_Work request_: Each entry is to be retyped without alteration, and no picture is to be included.

_Given data_:

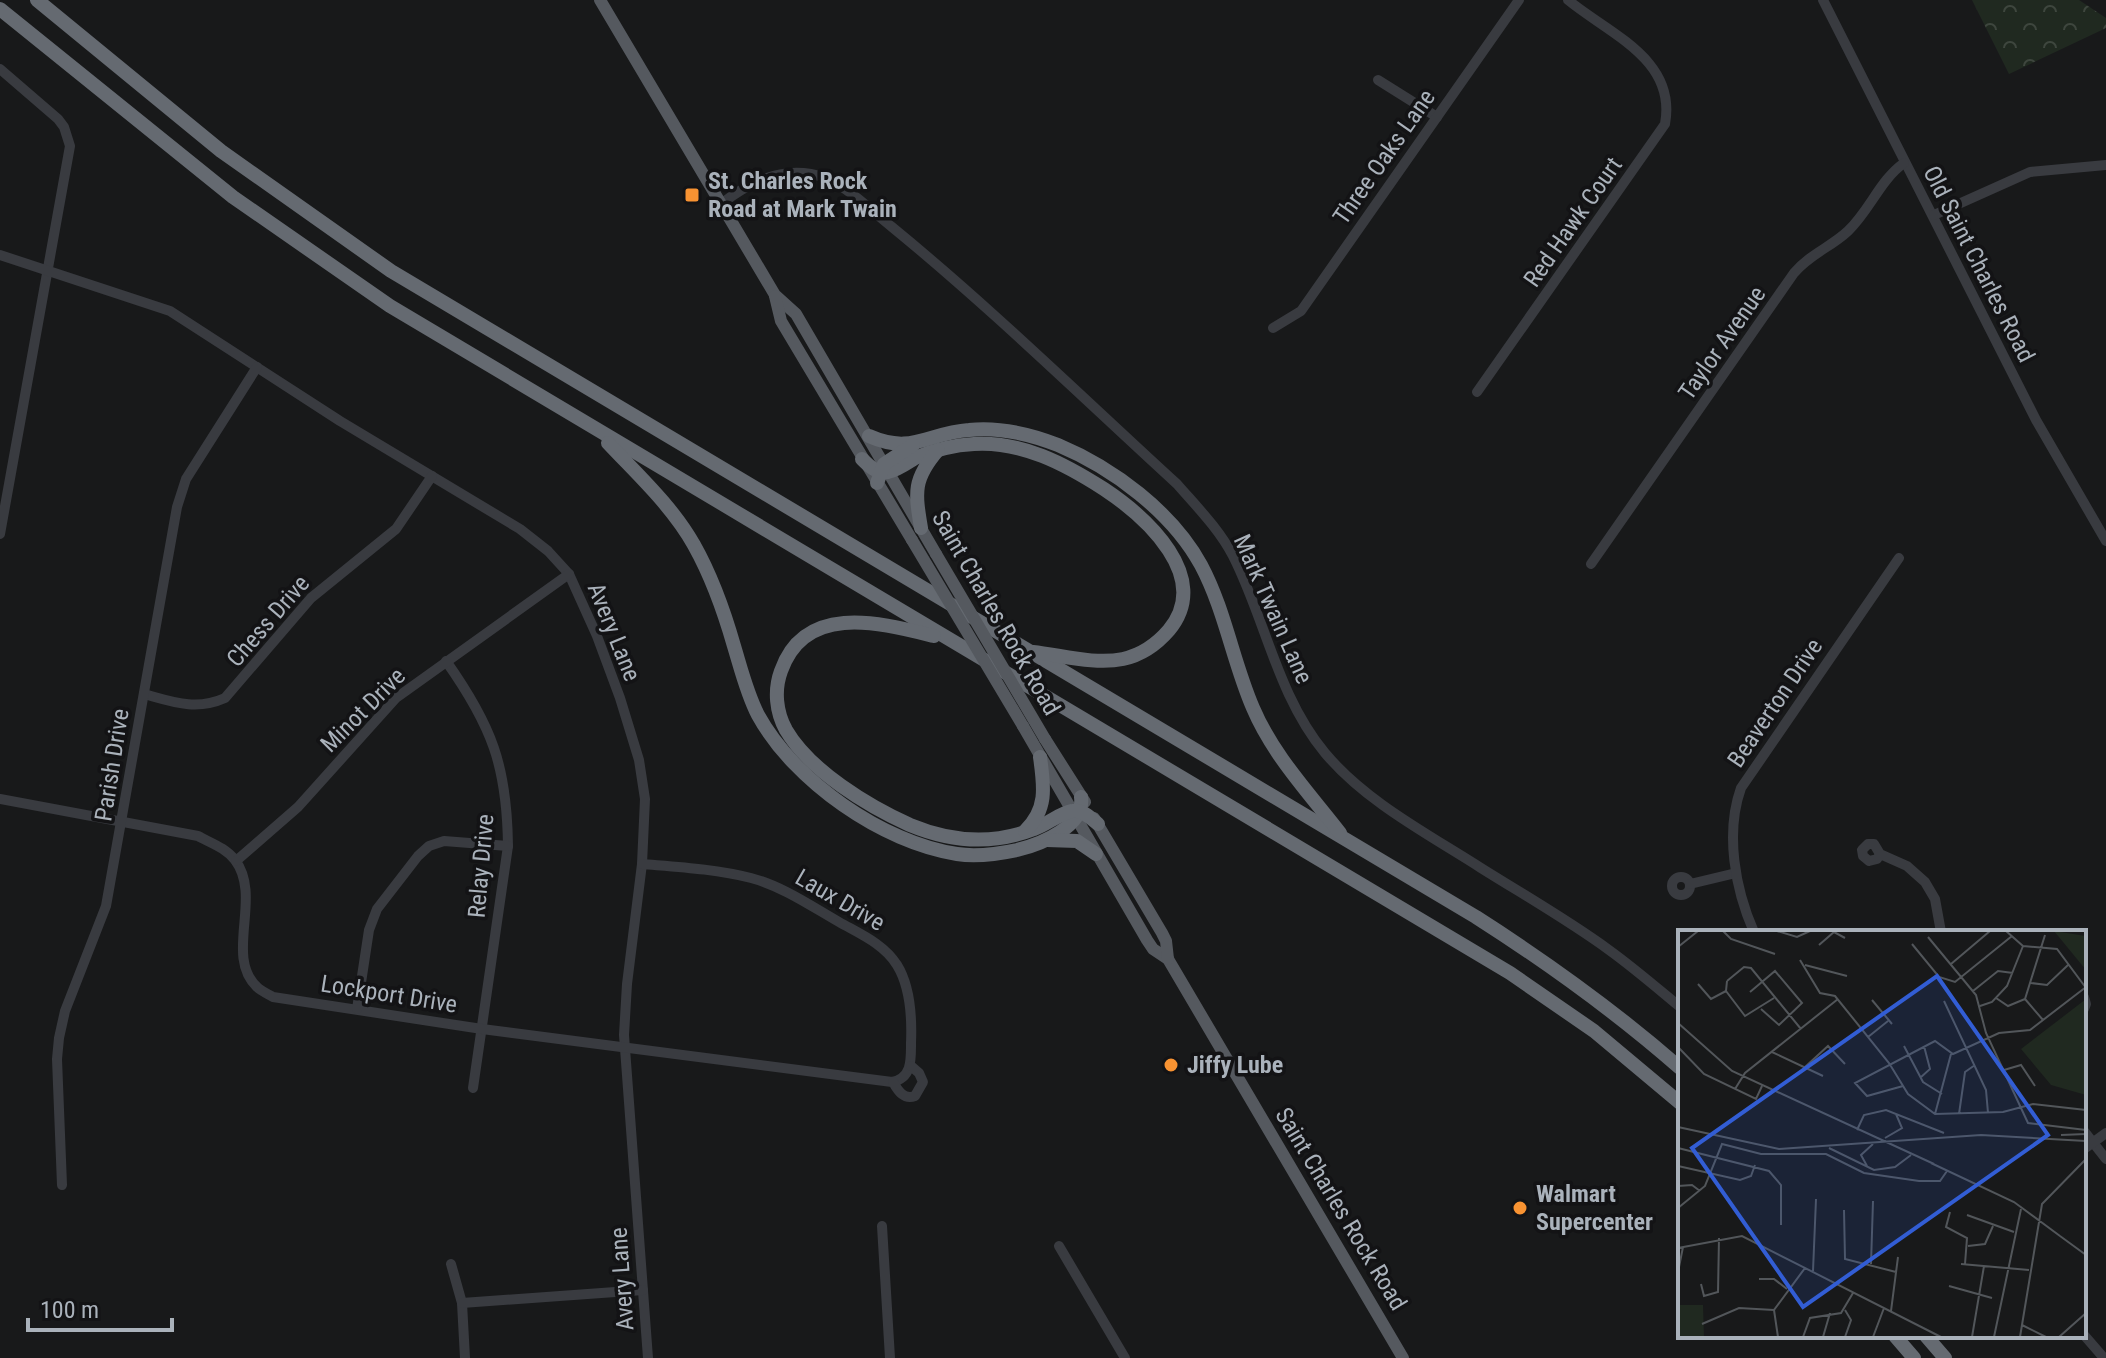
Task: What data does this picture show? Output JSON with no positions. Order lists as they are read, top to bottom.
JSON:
{
  "streets": {
    "main road": ["Saint Charles Rock Road"],
    "street": [
      "Three Oaks Lane",
      "Red Hawk Court",
      "Old Saint Charles Road",
      "Taylor Avenue",
      "Mark Twain Lane",
      "Chess Drive",
      "Avery Lane",
      "Beaverton Drive",
      "Minot Drive",
      "Parish Drive",
      "Relay Drive",
      "Laux Drive",
      "Lockport Drive"
    ]
  },
  "crossings": [
    ["Old Saint Charles Road", "Taylor Avenue"],
    ["Mark Twain Lane", "Saint Charles Rock Road"],
    ["Chess Drive", "Avery Lane"],
    ["Chess Drive", "Parish Drive"],
    ["Avery Lane", "Minot Drive"],
    ["Avery Lane", "Parish Drive"],
    ["Avery Lane", "Laux Drive"],
    ["Avery Lane", "Lockport Drive"],
    ["Minot Drive", "Relay Drive"],
    ["Minot Drive", "Lockport Drive"],
    ["Relay Drive", "Lockport Drive"],
    ["Laux Drive", "Lockport Drive"]
  ],
  "places": {
    "transit": ["St. Charles Rock Road at Mark Twain"],
    "other": ["Jiffy Lube", "Walmart Supercenter"]
  },
  "scale_bar": "100 m"
}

_Solution for this exercise_:
Task: What data does this picture show? Output JSON with no positions. Order lists as they are read, top to bottom.
JSON:
{
  "streets": {
    "main road": ["Saint Charles Rock Road"],
    "street": [
      "Three Oaks Lane",
      "Red Hawk Court",
      "Old Saint Charles Road",
      "Taylor Avenue",
      "Mark Twain Lane",
      "Chess Drive",
      "Avery Lane",
      "Beaverton Drive",
      "Minot Drive",
      "Parish Drive",
      "Relay Drive",
      "Laux Drive",
      "Lockport Drive"
    ]
  },
  "crossings": [
    ["Old Saint Charles Road", "Taylor Avenue"],
    ["Mark Twain Lane", "Saint Charles Rock Road"],
    ["Chess Drive", "Avery Lane"],
    ["Chess Drive", "Parish Drive"],
    ["Avery Lane", "Minot Drive"],
    ["Avery Lane", "Parish Drive"],
    ["Avery Lane", "Laux Drive"],
    ["Avery Lane", "Lockport Drive"],
    ["Minot Drive", "Relay Drive"],
    ["Minot Drive", "Lockport Drive"],
    ["Relay Drive", "Lockport Drive"],
    ["Laux Drive", "Lockport Drive"]
  ],
  "places": {
    "transit": ["St. Charles Rock Road at Mark Twain"],
    "other": ["Jiffy Lube", "Walmart Supercenter"]
  },
  "scale_bar": "100 m"
}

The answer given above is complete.